#### [EXERCISE AIM]
Output every record exactly, apart from its images.
___ INPUT DATA ___
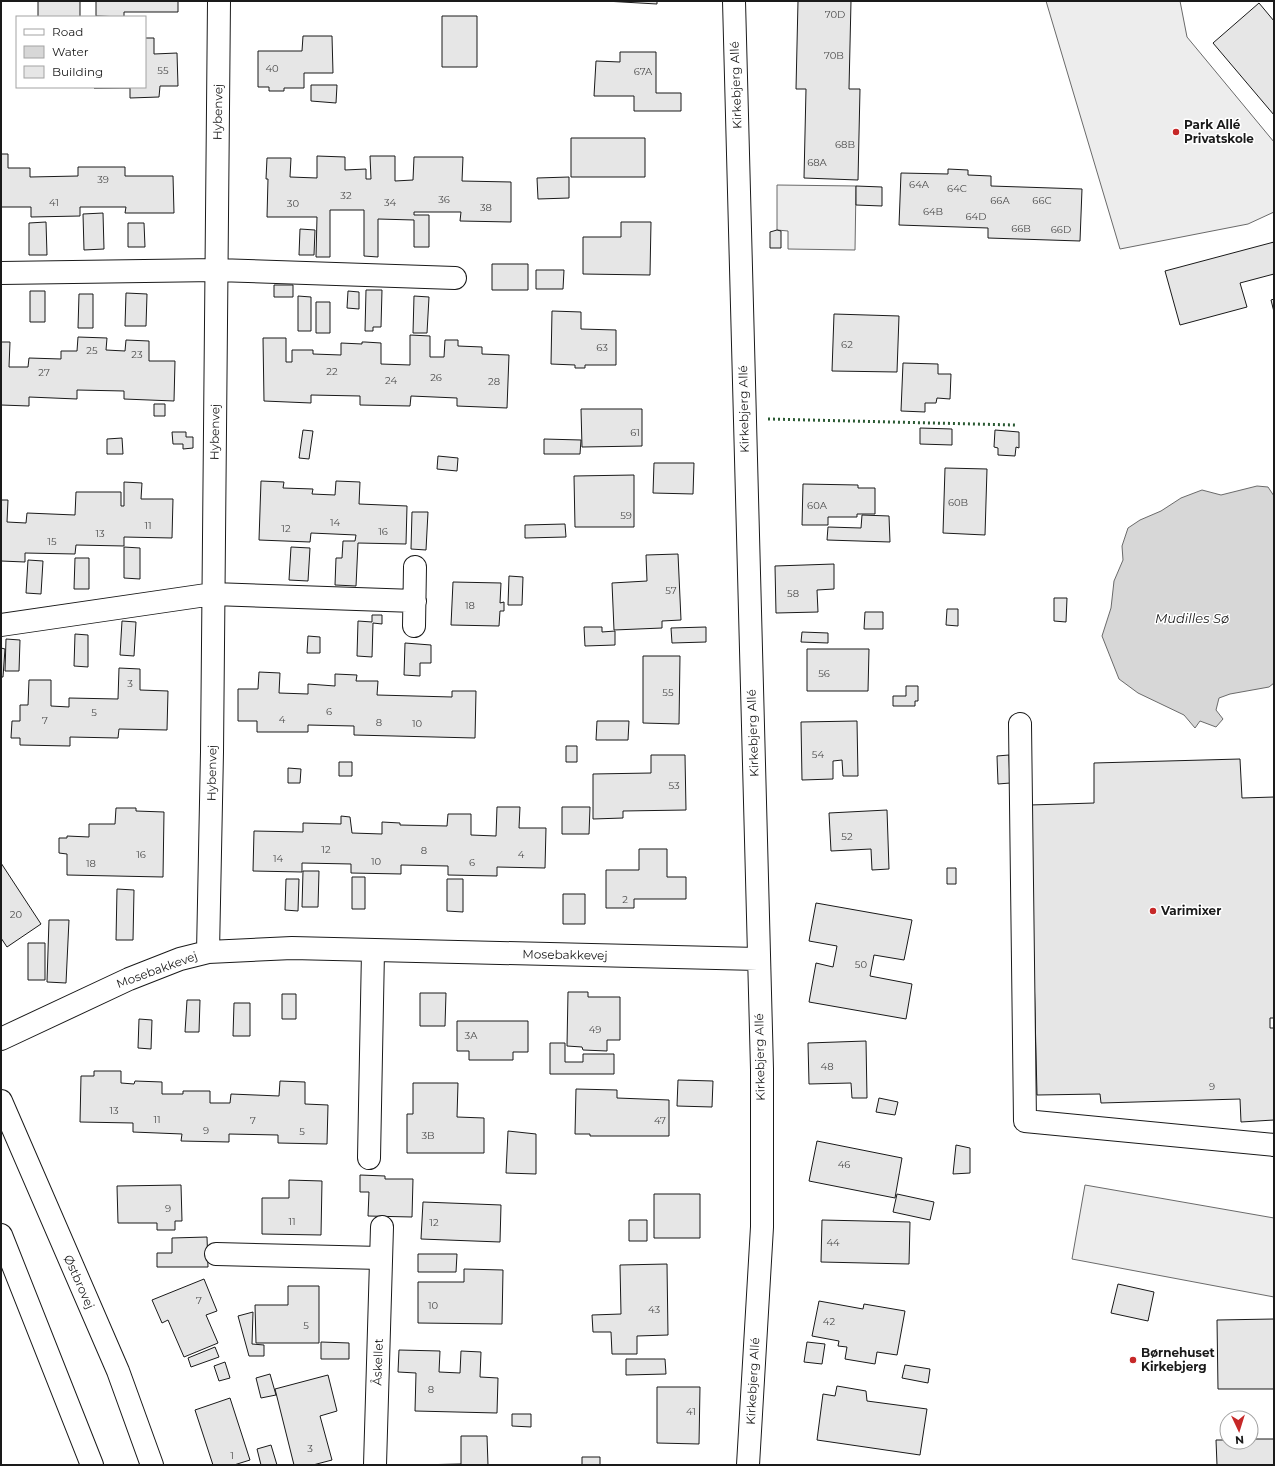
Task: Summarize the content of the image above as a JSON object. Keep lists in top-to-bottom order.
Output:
{
  "streets": {
    "street": [
      "Kirkebjerg Allé",
      "Hybenvej",
      "Mosebakkevej",
      "Østbrovej",
      "Åskellet"
    ]
  },
  "crossings": [
    ["Kirkebjerg Allé", "Mosebakkevej"],
    ["Hybenvej", "Mosebakkevej"]
  ],
  "water": ["Mudilles Sø"],
  "places": ["Park Allé Privatskole", "Varimixer", "Børnehuset Kirkebjerg"],
  "house_numbers": [
    "70D",
    "70B",
    "40",
    "55",
    "67A",
    "68B",
    "68A",
    "39",
    "64A",
    "64C",
    "32",
    "36",
    "66A",
    "66C",
    "41",
    "34",
    "30",
    "38",
    "64B",
    "64D",
    "66B",
    "66D",
    "62",
    "63",
    "25",
    "23",
    "22",
    "27",
    "26",
    "24",
    "28",
    "61",
    "60B",
    "60A",
    "59",
    "14",
    "11",
    "12",
    "16",
    "13",
    "15",
    "57",
    "58",
    "18",
    "56",
    "3",
    "55",
    "6",
    "5",
    "4",
    "7",
    "8",
    "10",
    "54",
    "53",
    "52",
    "12",
    "8",
    "16",
    "4",
    "14",
    "10",
    "6",
    "18",
    "2",
    "20",
    "50",
    "49",
    "3A",
    "48",
    "9",
    "13",
    "11",
    "7",
    "47",
    "9",
    "5",
    "3B",
    "46",
    "9",
    "11",
    "12",
    "44",
    "7",
    "10",
    "43",
    "42",
    "5",
    "8",
    "41",
    "3",
    "1"
  ],
  "legend": ["Road", "Water", "Building"],
  "north": "bottom"
}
___
#### [RESPONSE FOR THIS EXERCISE]
Task: Summarize the content of the image above as a JSON object. Keep lists in top-to-bottom order.
Output:
{
  "streets": {
    "street": [
      "Kirkebjerg Allé",
      "Hybenvej",
      "Mosebakkevej",
      "Østbrovej",
      "Åskellet"
    ]
  },
  "crossings": [
    ["Kirkebjerg Allé", "Mosebakkevej"],
    ["Hybenvej", "Mosebakkevej"]
  ],
  "water": ["Mudilles Sø"],
  "places": ["Park Allé Privatskole", "Varimixer", "Børnehuset Kirkebjerg"],
  "house_numbers": [
    "70D",
    "70B",
    "40",
    "55",
    "67A",
    "68B",
    "68A",
    "39",
    "64A",
    "64C",
    "32",
    "36",
    "66A",
    "66C",
    "41",
    "34",
    "30",
    "38",
    "64B",
    "64D",
    "66B",
    "66D",
    "62",
    "63",
    "25",
    "23",
    "22",
    "27",
    "26",
    "24",
    "28",
    "61",
    "60B",
    "60A",
    "59",
    "14",
    "11",
    "12",
    "16",
    "13",
    "15",
    "57",
    "58",
    "18",
    "56",
    "3",
    "55",
    "6",
    "5",
    "4",
    "7",
    "8",
    "10",
    "54",
    "53",
    "52",
    "12",
    "8",
    "16",
    "4",
    "14",
    "10",
    "6",
    "18",
    "2",
    "20",
    "50",
    "49",
    "3A",
    "48",
    "9",
    "13",
    "11",
    "7",
    "47",
    "9",
    "5",
    "3B",
    "46",
    "9",
    "11",
    "12",
    "44",
    "7",
    "10",
    "43",
    "42",
    "5",
    "8",
    "41",
    "3",
    "1"
  ],
  "legend": ["Road", "Water", "Building"],
  "north": "bottom"
}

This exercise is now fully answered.